**Task**
Where does the string "block" occur in the entries below? Copy every line where it does.

[Saved data entries]
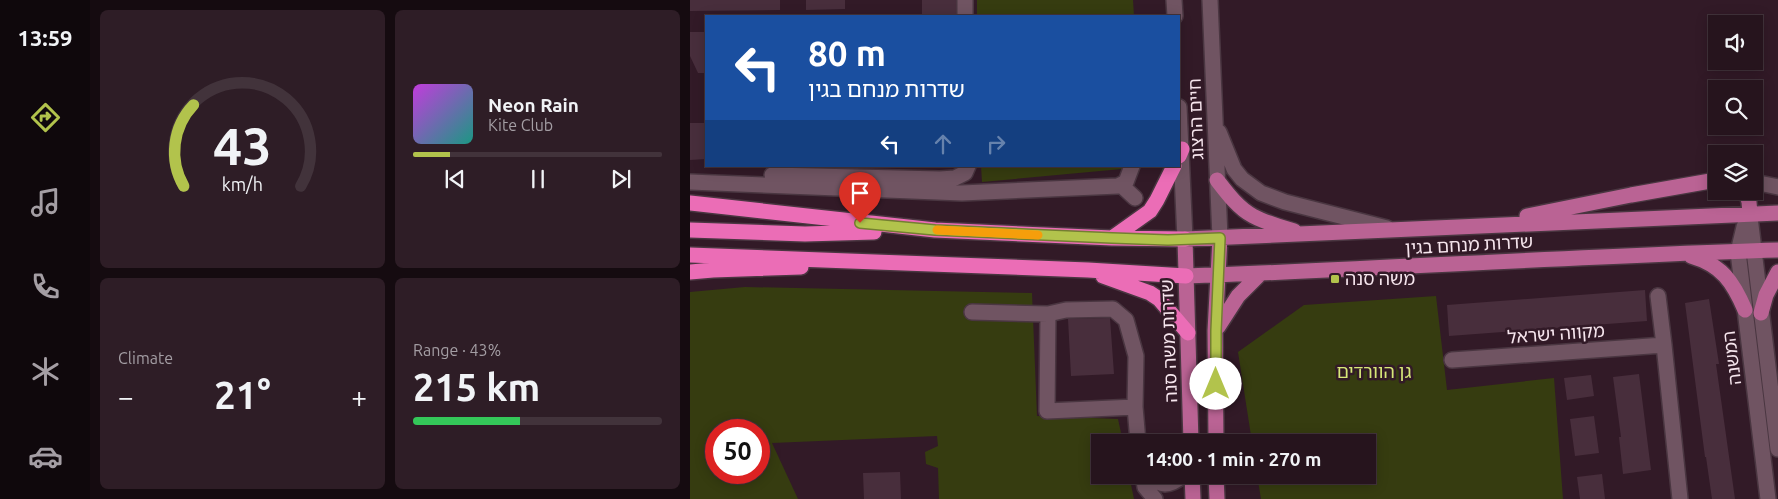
<!DOCTYPE html>
<meta charset="utf-8">
<style>
:root{--surface:#26141d;--page:#2e1d26;--text:#f1f3f6;--muted:#a49ea4;--line:#42333b;--accent:#b2c34c}
body{margin:0;font-family:Ubuntu,"Noto Sans Hebrew",sans-serif;background:var(--page);color:var(--text);height:100vh;display:flex;flex-direction:column;font-size:19px;white-space:nowrap}
*{box-sizing:border-box;margin:0}
p{font-size:16px;color:var(--muted)}
.icon{flex:none;width:28px;height:28px;fill:none;stroke:currentColor;stroke-width:2;stroke-linecap:round;stroke-linejoin:round}
.map{position:relative;flex:1;overflow:hidden}
.drawer{display:flex;flex-direction:column;gap:10px;padding:10px;background:#150b10;width:600px}
.drawer>*{flex:none}
.guide{position:absolute;left:15px;top:15px;width:475px;height:152px;border-radius:0px;box-shadow:0 2px 12px #0003,0 0 0 1px var(--line);background:#1a4fa0;color:#fff;overflow:hidden}
.fabs{position:absolute;left:1018px;top:15px;display:grid;gap:10px}
.fabs a{display:grid;place-items:center;width:55px;height:55px;border-radius:0px;background:var(--surface);box-shadow:0 2px 12px #0003,0 0 0 1px var(--line);font-size:25px}
.speed{position:absolute;left:15px;top:419px;display:flex;gap:10px;font-size:25px;font-weight:700;text-align:center}
.speed>*{display:grid;place-content:center;width:65px;height:65px;border-radius:50%;background:var(--surface);box-shadow:0 2px 12px #0003,0 0 0 1px var(--line);line-height:1}
.speed .limit{border:8px solid #d22;background:#fff;color:#111}
.pin{position:absolute;display:grid;place-items:center;width:42px;height:42px;color:#fff;margin:-51px -21px;border-radius:50% 50% 50% 0;rotate:-45deg;box-shadow:0 0 5px #0007}
.pin .icon{rotate:45deg}
.me{position:absolute;width:55px;margin:-28px;rotate:0deg;stroke-linejoin:round;filter:drop-shadow(0 0 4px #0008)}
.turn{display:flex;align-items:center;gap:18px;height:105px;padding:0 20px;font-size:22px}
.turn .icon{width:65px;height:65px;stroke-width:2.5}
.turn b{display:block;font-size:35px;line-height:42px}
.lanes{display:flex;align-items:center;height:48px;padding:0 20px;background:#0003;justify-content:center;gap:25px;direction:ltr}
.lanes .off{opacity:.35}
.big{font-size:38px;font-weight:600;line-height:1.1}
.drawer .card{flex:1;display:flex;flex-direction:column;justify-content:center;gap:8px;min-width:0;padding:0 18px;border-radius:8px;background:var(--page)}
.drawer .dial{align-items:center;gap:0}
.dial svg{height:130px;overflow:visible;fill:none;stroke:var(--line);stroke-width:7;stroke-linecap:round;text-anchor:middle}
.dial text{fill:var(--text);stroke:none}
.song{display:flex;align-items:center;gap:15px}
.cover{width:60px;height:60px;border-radius:8px;background:linear-gradient(135deg,hsl(290 70% 55%),hsl(170 70% 35%))}
.played{height:5px;border-radius:2px;background:linear-gradient(90deg,var(--accent) 15%,var(--line) 15%)}
.keys{display:flex;justify-content:space-around;direction:ltr}
.heat{display:flex;justify-content:space-between;align-items:center;font-size:28px;direction:ltr}
.charge{height:8px;border-radius:4px;background:linear-gradient(90deg,#34c759 43%,var(--line) 0)}
.drawer .tiles{flex:1;display:grid;gap:10px;grid-template-columns:repeat(2,1fr)}
.trip{position:absolute;left:401px;top:434px;width:285px;height:50px;border-radius:0px;background:var(--surface);box-shadow:0 2px 12px #0003,0 0 0 1px var(--line);font-weight:600;line-height:50px;text-align:center}
main{display:flex;flex:1;min-height:0}
.tabs{display:flex;flex-direction:column;width:90px;justify-content:space-around;align-items:center;background:#0f080c;color:var(--muted)}
.tabs .icon{width:35px;height:35px}
.tabs .on{color:var(--accent)}
.tabs b{font-size:22px;color:var(--text)}
.map>svg:first-child{display:block}
.green{fill:#363c10;fill-rule:evenodd}
.building{fill:#482e3c}
.lines{fill:none;stroke-linecap:round;stroke-linejoin:round}
.minor-casing{stroke:#4a3641;stroke-width:18}
.major-casing{stroke:#4a3641;stroke-width:18}
.highway-casing{stroke:#4a3641;stroke-width:18}
.minor{stroke:#705462;stroke-width:15}
.major{stroke:#ba6394;stroke-width:15}
.highway{stroke:#eb6db6;stroke-width:15}
.route-casing{stroke:#747f31;stroke-width:12}
.route{stroke:#b2c34c;stroke-width:9}
.slow{stroke:#f59e0b;stroke-width:9}
.poi-dot{fill:#b2c34c;stroke:#321a27;stroke-width:2}
.labels{text-anchor:middle;stroke-width:5;stroke-linejoin:round;paint-order:stroke}
.street-label{font-size:18px;fill:#f6e5ed;stroke:#321a27}
.poi-label{font-size:18px;fill:#f6e5ed;stroke:#321a27;text-anchor:start}
.park-label{font-size:18px;fill:#d7e878;stroke:#321a27}
</style>
<main>
<nav class="tabs">
<b>13:59</b>
<svg class="icon on" aria-label="directions" viewBox="0 0 24 24"><path d="M12 3l9 9-9 9-9-9zM9 14v-3h6M13 9l2 2-2 2"/></svg>
<svg class="icon" aria-label="music" viewBox="0 0 24 24"><path d="M9 18V5l10-2v13"/><circle cx="6" cy="18" r="3"/><circle cx="16" cy="16" r="3"/></svg>
<svg class="icon" aria-label="phone" viewBox="0 0 24 24"><path d="M5 4h4l2 5-3 2q2 4 5 5l2-3 5 2v4C11 20 4 13 5 4z"/></svg>
<svg class="icon" aria-label="climate" viewBox="0 0 24 24"><path d="M12 3v18M4 7l16 10M4 17L20 7"/></svg>
<svg class="icon" aria-label="car" viewBox="0 0 24 24"><path d="M5 17H2v-5l4-1 3-4h7l3 4 3 1v5h-3M9 17h6M6 11h13"/><circle cx="7" cy="17" r="2"/><circle cx="17" cy="17" r="2"/></svg>
</nav>
<section class="drawer">
<div class="tiles">
<div class="card dial"><svg viewBox="0 0 100 80">
<path d="M14 69A42 42 0 1 1 86 69"/>
<path d="M14 69A42 42 0 0 1 20 19" stroke="#b2c34c"/>
<text x="50" y="56" font-size="32" font-weight="700">43</text>
<text x="50" y="72" font-size="11">km/h</text>
</svg></div>
<div class="card">
<div class="song"><i class="cover"></i><div><b>Neon Rain</b><p>Kite Club</p></div></div>
<div class="played"></div>
<div class="keys"><svg class="icon" aria-label="previous" viewBox="0 0 24 24"><path d="M18 5L8 12l10 7zM5 5v14"/></svg><svg class="icon" aria-label="pause" viewBox="0 0 24 24"><path d="M8 5v14M16 5v14"/></svg><svg class="icon" aria-label="next" viewBox="0 0 24 24"><path d="M6 5l10 7-10 7zM19 5v14"/></svg></div>
</div>
<div class="card"><p>Climate</p>
<div class="heat"><a>−</a><b class="big">21°</b><a>+</a></div>
</div>
<div class="card"><p>Range · 43%</p><b class="big">215 km</b><div class="charge"></div></div>
</div>
</section>
<div class="map">
<svg width="1088" height="499" viewBox="0 0 1088 499">
<rect width="100%" height="100%" fill="#321a27"/>
<path class="green" d="M287 0H443L444 16H287Z
M291 166H433L432 169 292 182Z
M55 287 342 293 347 416 428 419 433 442H410V475H439L444 499H249L248 468 236 464 235 452 248 446 247 436 82 443 108 499H0V292ZM26 430H69V472H26Z
M746 296 757 390 864 378 873 499H571L567 475H678V442H562L548 352 614 305Z"/>
<path class="building" d="M0 0H90V10L0 11Z
M116 0H155V9L116 10Z
M232 0H266V16H232Z
M0 32H16V73H8L0 56Z
M0 123H16V159L0 160Z
M955 290 957 321 759 336 757 305Z
M1019 299 1029 364H1026L1045 499H1022L1016 457H1015L995 303Z
M420 318 424 374 381 376 378 319Z
M949 374 961 470 933 474 929 437H931L923 377Z
M901 375 904 396 877 400 874 378Z
M904 416 909 453 885 456 880 419Z
M210 472 211 499H174L173 473Z
M912 474 915 499H890L887 477Z"/>
<g class="lines">
<g class="minor-casing">
<path id="minor" d="M275 0V16
M484 0 485 16
M520 0 530 238
M489 107 495 239
M529 132 544 169 552 179 571 193 595 202 697 228
M82 175 250 179 265 178 275 173 278 166
M0 182 272 193 428 186 436 182 442 166
M1064 182 1088 187
M431 185 445 198
M1060 214 1054 227 1048 252 1078 499
M1060 217 1088 449
M968 296 974 345
M282 312 358 314
M762 360 974 345 990 499
M445 407 357 411 358 314 376 310 423 309 436 320 446 356 445 407 448 442
M453 475 455 487 465 499
M455 475C472 486 478 488 494 475"/>
</g>
<g class="major-casing">
<path id="major" d="M527 180C537 193 548 208 563 216 576 223 591 227 604 231
M1056 191 1059 202 1060 214
M837 216 941 195 1026 180
M1001 256C1032 265 1043 282 1055 310
M496 276C693 269 890 256 1088 250
M1071 313 1076 295 1088 272
M528 327 548 296 570 274
M501 442 495 239 1088 213
M526 442 525 331 530 238
M502 475 503 499
M526 475 527 499"/>
</g>
<g class="highway-casing">
<path id="highway" d="M489 156 492 149
M0 203 245 230 422 238 495 239
M0 230 115 234 184 232
M422 238 460 211 467 200 484 166
M0 255 398 270 496 276
M0 272 23 270 111 267
M413 276 460 293 469 299 498 333"/>
</g>
<use href="#minor" class="minor"/>
<use href="#major" class="major"/>
<use href="#highway" class="highway"/>
</g>
<g class="lines">
<g class="route-casing">
<path id="route" d="M170 223 245 230 422 238 478 240 530 238 526 331V384"/>
</g>
<use href="#route" class="route"/>
<path class="slow" d="M247 230 348 235"/>
</g>
<rect class="poi-dot" x="640" y="274" width="10" height="10" rx="2.5"/>
<g class="labels">
<g class="street-label">
<text transform="translate(506 119) rotate(-92)" y="6">חיים הרצוג</text>
<text transform="translate(779 245) rotate(-3)" y="6">שדרות מנחם בגין</text>
<text transform="translate(866 334) rotate(-4)" y="6">מקווה ישראל</text>
<text transform="translate(479 341) rotate(-92)" y="6">שדרות משה סנה</text>
<text transform="translate(1042 358) rotate(-97)" y="6">המשנה</text>
</g>
<g class="poi-label">
<text x="655" y="285">משה סנה</text>
</g>
<g class="park-label">
<text x="684" y="378">גן הוורדים</text>
</g>
</g>
</svg>
<div class="fabs">
<a><svg class="icon" aria-label="sound" viewBox="0 0 24 24"><path d="M4 9h4l5-4v14l-5-4H4zM17 9q2 3 0 6"/></svg></a>
<a><svg class="icon" aria-label="search" viewBox="0 0 24 24"><circle cx="10" cy="10" r="6"/><path d="M15 15l6 6"/></svg></a>
<a><svg class="icon" aria-label="layers" viewBox="0 0 24 24"><path d="M12 4l9 5-9 5-9-5zM3 14l9 5 9-5"/></svg></a>
</div>
<div class="speed"><div class="limit">50</div></div>
<div class="pin" style="left:170px;top:223px;background:#d93025"><svg class="icon" aria-label="arrive" viewBox="0 0 24 24"><path d="M6 21V4h12l-3 4 3 4H6"/></svg></div>
<svg class="me" style="left:526px;top:384px" viewBox="-20 -20 40 40"><circle r="19" fill="#fff"/><path d="M0-13L10 11 0 6-10 11z" fill="#b2c34c"/></svg>
<div class="trip">14:00 · 1 min · 270 m</div>
<div class="guide">
<div class="turn"><svg class="icon" aria-label="left" viewBox="0 0 24 24"><path d="M17 20v-9H6M10 6l-5 5 5 5"/></svg><div><b>80 m</b>שדרות מנחם בגין</div></div>
<div class="lanes"><svg class="icon" aria-label="left" viewBox="0 0 24 24"><path d="M17 20v-9H6M10 6l-5 5 5 5"/></svg><svg class="icon off" aria-label="ahead" viewBox="0 0 24 24"><path d="M12 20V5M6 11l6-6 6 6"/></svg><svg class="icon off" aria-label="right" viewBox="0 0 24 24"><path d="M7 20v-9h11M14 6l5 5-5 5"/></svg></div>
</div>
</div>
</main>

**Result below**
.turn b{display:block;font-size:35px;line-height:42px}
.map>svg:first-child{display:block}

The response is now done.